Another feeling in the 2009 is the implementation of the industry's service, many organizations are implementing the service, the system level is very successful, communication, load balancing, message systems, service containers, etc. have a lot of results, but the implementation of a period of time after the effect is not very good, rely on complex, change chaos, inefficient. The fundamental, is not enough attention to people, the lack of product service operation, lack of service governance.

The above two examples are the lack of attention to people, technicians do systems, most of them are more concerned about technology, and ignore the creators and users of technology-people. The testability of software or services is the concern of testers, maintainability and manageability, and the ease of use of a framework is a concern for all users. Unless you can make your own evolutionary Skynet (note: Skynet (Skynet) appears in The Terminator series, a computer-based artificial intelligence defense system created by humans in the late 20th century, initially for military development. , or you should pay more attention to the interaction between the system and people.

Focus on availability

There is also a feeling that the industry is not paying enough attention to this basic indicator of usability. Almost every frame will say how high and how good it is, it's very rare to mention how strong monitoring is, how easy it is to make mistakes, and how to do segregation in the case of failure, and how to downgrade; From this point of view, commercial products do a lot better; about performance-related articles search, a lot, a variety of optimization strategies, A variety of optimization methods, and usability, found that the systematic knowledge is really very little; I hope I don't know much about it.

Looking back at the past and looking into the future. 2010, a lot of things can be done, service-oriented system isolation and demotion, improved system maintainability, and a synergistic and asynchronous mode in the full use of Web applications ...

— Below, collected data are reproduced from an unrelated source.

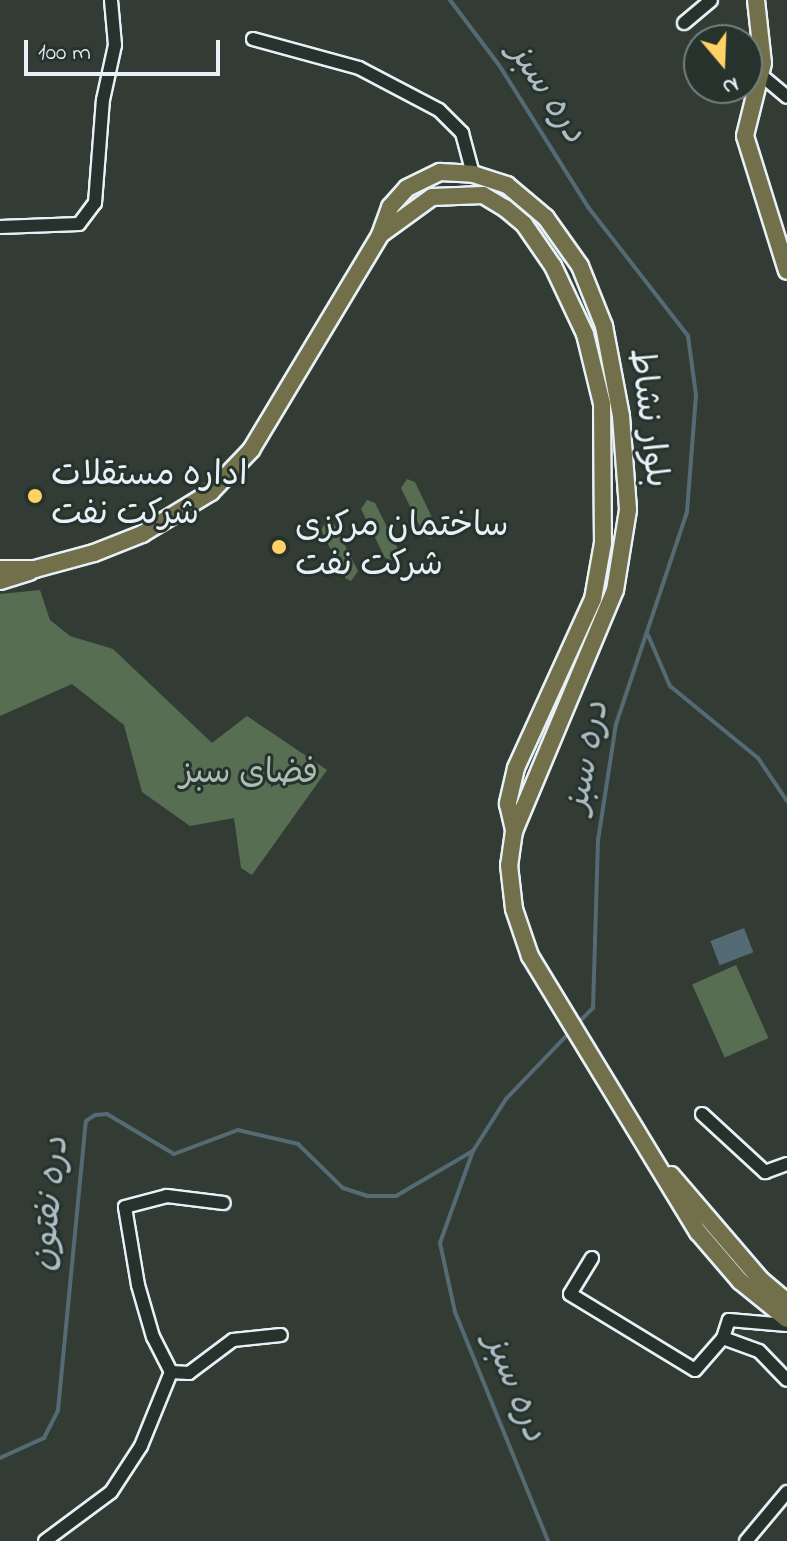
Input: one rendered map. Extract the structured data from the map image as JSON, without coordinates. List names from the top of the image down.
{
  "streets": {
    "main road": ["بلوار نشاط"]
  },
  "water": ["دره سبز", "دره نفتون"],
  "parks": ["فضای سبز"],
  "places": ["اداره مستقلات شرکت نفت", "ساختمان مرکزی شرکت نفت"],
  "scale_bar": "100 m",
  "north": "bottom"
}
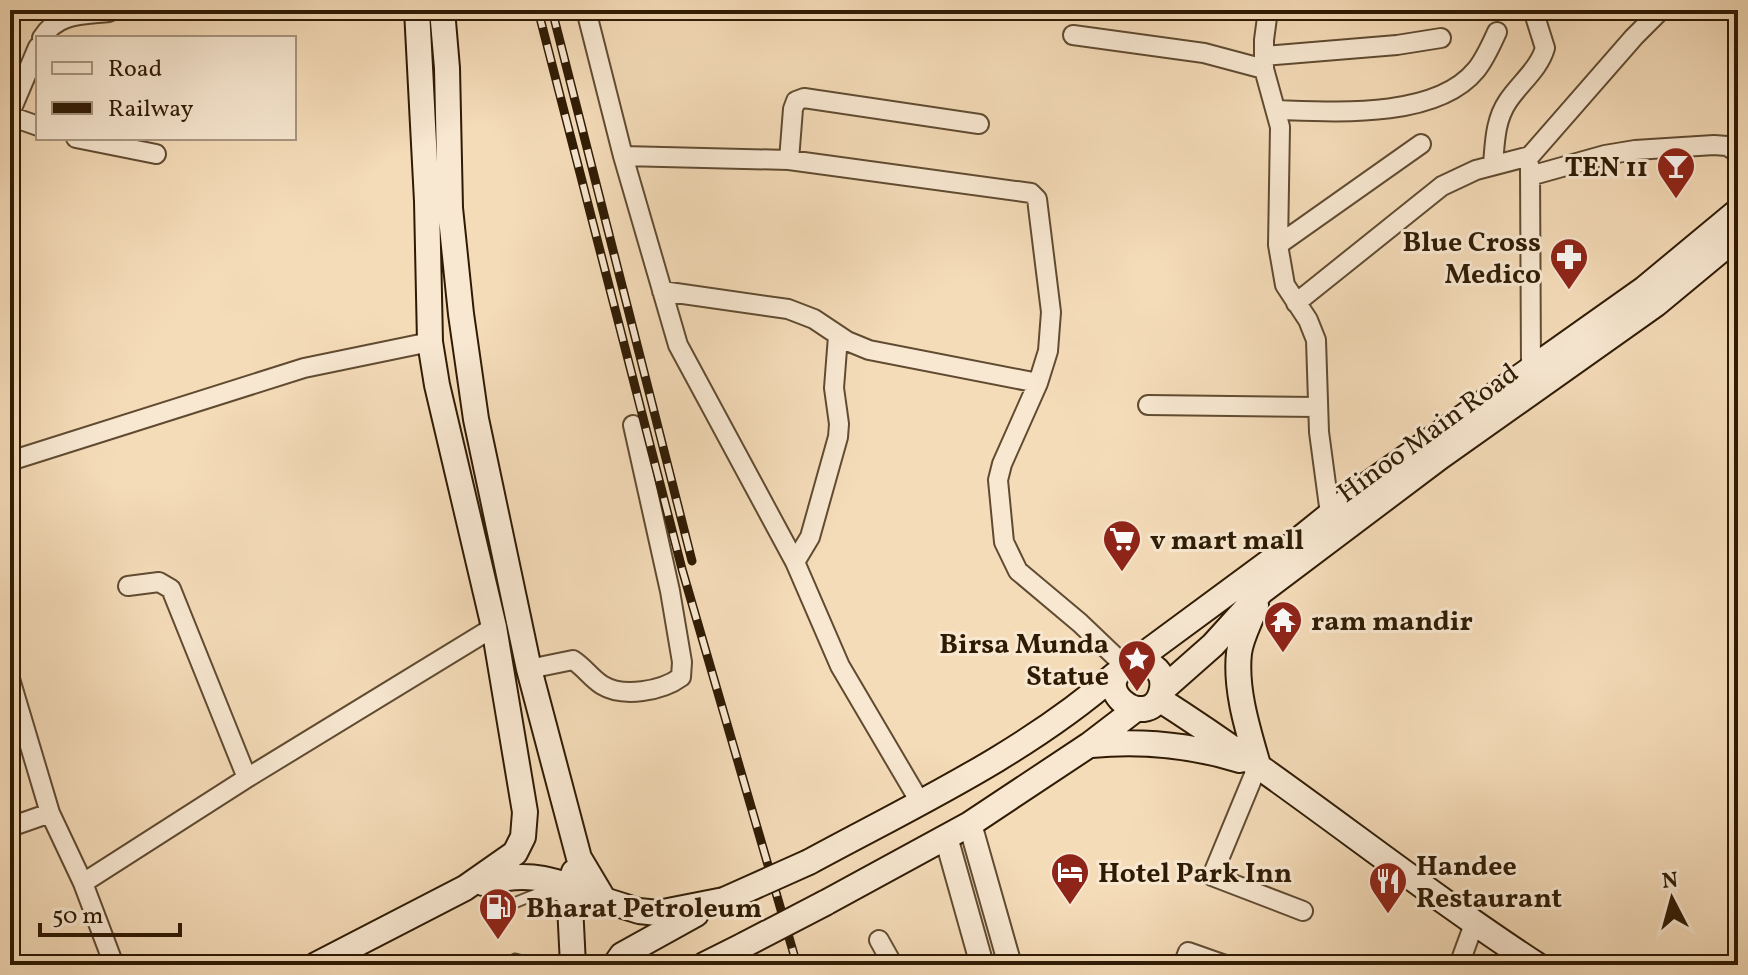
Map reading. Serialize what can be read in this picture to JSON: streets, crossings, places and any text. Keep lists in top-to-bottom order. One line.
{"streets":{"main road":["Hinoo Main Road"]},"places":{"bar":["TEN 11"],"pharmacy":["Blue Cross Medico"],"supermarket":["v mart mall"],"temple":["ram mandir"],"place":["Birsa Munda Statue"],"hotel":["Hotel Park Inn"],"restaurant":["Handee Restaurant"],"fuel station":["Bharat Petroleum"]},"legend":["Road","Railway"],"scale_bar":"50 m","north":"top"}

Disclaimer: I am very realistic, in order to solve the problem and complete the work unscrupulous, and do not understand what the structure means, the above view if there is a similar, pure coincidence! If there are objections, welcome to the Brick!

Personal profile: Yeu Xuqiang, Taobao technical experts. 2004 joined Taobao, witnessed the Taobao business and technical integrity of the development process; In the past 5 years, has participated in Taobao almost all the core system transformation, and led to the development of the future of Taobao to support the core business center of the construction. Yeu Xuqiang is now responsible for the design and planning of the overall business architecture of the website and has extensive experience in the design and tuning of large-scale trading sites.



Contact Us

The content source of this page is from Internet, which doesn't represent Alibaba Cloud's opinion; products and services mentioned on that page don't have any relationship with Alibaba Cloud. If the content of the page makes you feel confusing, please write us an email, we will handle the problem within 5 days after receiving your email.

If you find any instances of plagiarism from the community, please send an email to: info-contact@alibabacloud.com and provide relevant evidence. A staff member will contact you within 5 working days.

A Free Trial That Lets You Build Big!

Start building with 50+ products and up to 12 months usage for Elastic Compute Service

  • Sales Support

    1 on 1 presale consultation

  • After-Sales Support

    24/7 Technical Support 6 Free Tickets per Quarter Faster Response

  • Alibaba Cloud offers highly flexible support services tailored to meet your exact needs.